Thanks to Alice Osborne for her work on this piece.

Programmers give up their well-paid internet jobs and flood the public system|

放弃大厂高薪的程序员,涌进体制内 |4.10.2021 AI前线

AI Frontline WeChat Channel provides technical information, industry-use cases, and academic paper interpretation for AI enthusiasts, developers and scientists.

Authored by Luo Yanshan and edited by Cai Fangfang. H/t to Kevin Xu’s Interconnected blog for first featuring the piece.

What follows is a translation of several experiences from Chinese programmers that have traded in their well-paid jobs with domestic internet giants in favor of life as a civil servant. All research is that of the original author, Luo Yanshan; and at the request of respondents, He Shuang, Li Fan, Xiao Jin and Zhou Li are all aliases.

“My greatest joy now is that I can finally see the sun when I get off work.”

At 5:30pm on August 20, 2020, He Shuang was about to get off work for the day. He took a picture out the window and sent it to some friends with a simple caption – ‘the sun’. Born in 1992, He Shuang was originally a programmer, but in the middle of last year he decided to leave his job with a top-tier Chinese internet giant to go work for a public institution in Guangzhou. He took that photo of ‘the sun’ during the first day in his new position.

Public examination fever – kaogong re (考公热)

Taking the National Civil Service Examination, referred to in Chinese by the verb kaogong (考公), continues to gain traction during the epidemic. Statistics show that the 2021 National Civil Service Examination plans to recruit 25,700 people. During the initial registration stage, a total of 1,576,000 people passed the qualification exam – the highest in three years. The average competition reached 61:1 and the most competitive job recruitment ratio reached a high of 3334:1.

Many programmers have begun to consider looking for more stable jobs due to widespread concerns regarding internet companies’ 996 culture and the resulting effect it has termed “involution” (内卷) by Chinese online communities. In this context, involution refers to a situation where technological advancement in a society is no longer reflected in improved living standards among its people. ChinaTalk covered this context in more depth last year.

Regarded as the most stable way out, people often look for jobs “within the system” (体制内). In China, the system is known as the dominant organizational system of state agencies, state-owned enterprises, and public institutions.

Former programmers pour into “the system”

He Shuang, who worked as an intern at a major Internet company in Shenzhen after completing grad school, was caught off guard by the intensity of overtime work. He would leave work at 10 pm every night and sometimes even work overtime on weekends. This is why after working for less than half a year, he started to consider kaogong i.e., taking the national civil service examination. Soon after that, he became a husband and father, He Shuang’s thoughts about taking the examination grew stronger. He felt the need for stability, wanting to choose a city where he could afford to buy a house to settle in and end the current situation of living away from his family.

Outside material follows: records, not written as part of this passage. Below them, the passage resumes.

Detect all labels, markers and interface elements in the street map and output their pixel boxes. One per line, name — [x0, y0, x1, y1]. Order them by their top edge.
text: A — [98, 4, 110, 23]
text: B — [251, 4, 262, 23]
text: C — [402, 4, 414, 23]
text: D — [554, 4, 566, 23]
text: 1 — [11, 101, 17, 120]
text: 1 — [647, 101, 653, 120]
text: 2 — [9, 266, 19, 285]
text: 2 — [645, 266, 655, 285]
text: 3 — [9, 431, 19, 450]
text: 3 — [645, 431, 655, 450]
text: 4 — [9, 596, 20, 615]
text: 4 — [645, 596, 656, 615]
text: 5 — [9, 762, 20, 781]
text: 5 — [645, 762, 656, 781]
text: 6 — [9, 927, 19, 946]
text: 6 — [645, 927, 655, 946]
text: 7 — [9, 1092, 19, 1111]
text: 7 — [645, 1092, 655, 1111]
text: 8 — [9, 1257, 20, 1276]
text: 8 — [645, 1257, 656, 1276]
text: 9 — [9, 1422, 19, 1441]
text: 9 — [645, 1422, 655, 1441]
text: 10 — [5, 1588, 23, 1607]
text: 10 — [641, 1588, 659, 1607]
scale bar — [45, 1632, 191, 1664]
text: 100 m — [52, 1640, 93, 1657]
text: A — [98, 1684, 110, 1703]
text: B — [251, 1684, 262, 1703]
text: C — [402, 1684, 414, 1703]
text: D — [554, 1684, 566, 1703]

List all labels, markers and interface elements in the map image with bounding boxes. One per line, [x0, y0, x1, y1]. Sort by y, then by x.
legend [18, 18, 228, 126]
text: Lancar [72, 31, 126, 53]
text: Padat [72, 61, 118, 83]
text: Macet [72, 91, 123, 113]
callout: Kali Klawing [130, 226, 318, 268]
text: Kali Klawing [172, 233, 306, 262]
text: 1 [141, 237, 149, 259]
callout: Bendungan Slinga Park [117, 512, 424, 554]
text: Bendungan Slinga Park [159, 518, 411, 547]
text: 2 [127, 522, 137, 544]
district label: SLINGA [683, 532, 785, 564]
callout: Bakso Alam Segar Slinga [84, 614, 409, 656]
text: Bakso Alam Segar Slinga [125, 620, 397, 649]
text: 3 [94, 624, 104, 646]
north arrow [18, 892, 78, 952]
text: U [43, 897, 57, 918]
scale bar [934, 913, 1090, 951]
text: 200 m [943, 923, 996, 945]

A lot of He Shuang’s former colleagues consider leaving the Internet industry and entering the public system too. For He Shuang, work in his new civil service unit is much more relaxed. Most of the time he is able to get off work before 6pm – and even with the occasional overtime finishes work around 8pm. Having made the switch to work within the system, he is very satisfied with his physical and mental health.

Li Fan, who is the same age as He Shuang, also felt tired of the never-ending overtime life (加班生活). “When the time came to take a break, I didn't want to do anything at all because I was mentally and physically empty.” Not long after graduation, Li Fan was sent to support the company’s other business. The tasks were contrary to the nature of her original work and her desire to take the public examination intensified. “Before being battered by society, I had been hell bent on making money. Now I just want to get my life back and live it peacefully”. Li Fan tried to prepare for the civil service exam whilst still working full-time for a large Chinese internet company and expressed that she really didn't have the energy to balance work and the public examination at the same time. She left her job in September of last year and devoted herself to exam prep.

Landing on the shore of civil service: additional context of 上岸

上岸, literally translated as “landing ashore”, this term is used to describe when people from outside the system pass the civil service examination and enter the system to work. 

Nowadays, in the context of the economic downturn, the rapid growth of the number of college graduates and the limited growth of corporate employment capacity have created a price scissor effect (剪刀差), resulting in a structural contradiction between the supply and demand of talent.

The Chinese government has taken a series of measures in response to this, among them being the recruitment of civil servants as a solution for college graduates seeking employment. In recent years, whether it is the national civil service examination or the provincial civil service examinations, the number of civil servants recruited has increased.

In the context of economic slowdown and reduced income, jobs that guarantee stability and income are the first choice for the majority of employed persons. The iron rice bowl (铁饭碗)of civil servant positions is still highly favored.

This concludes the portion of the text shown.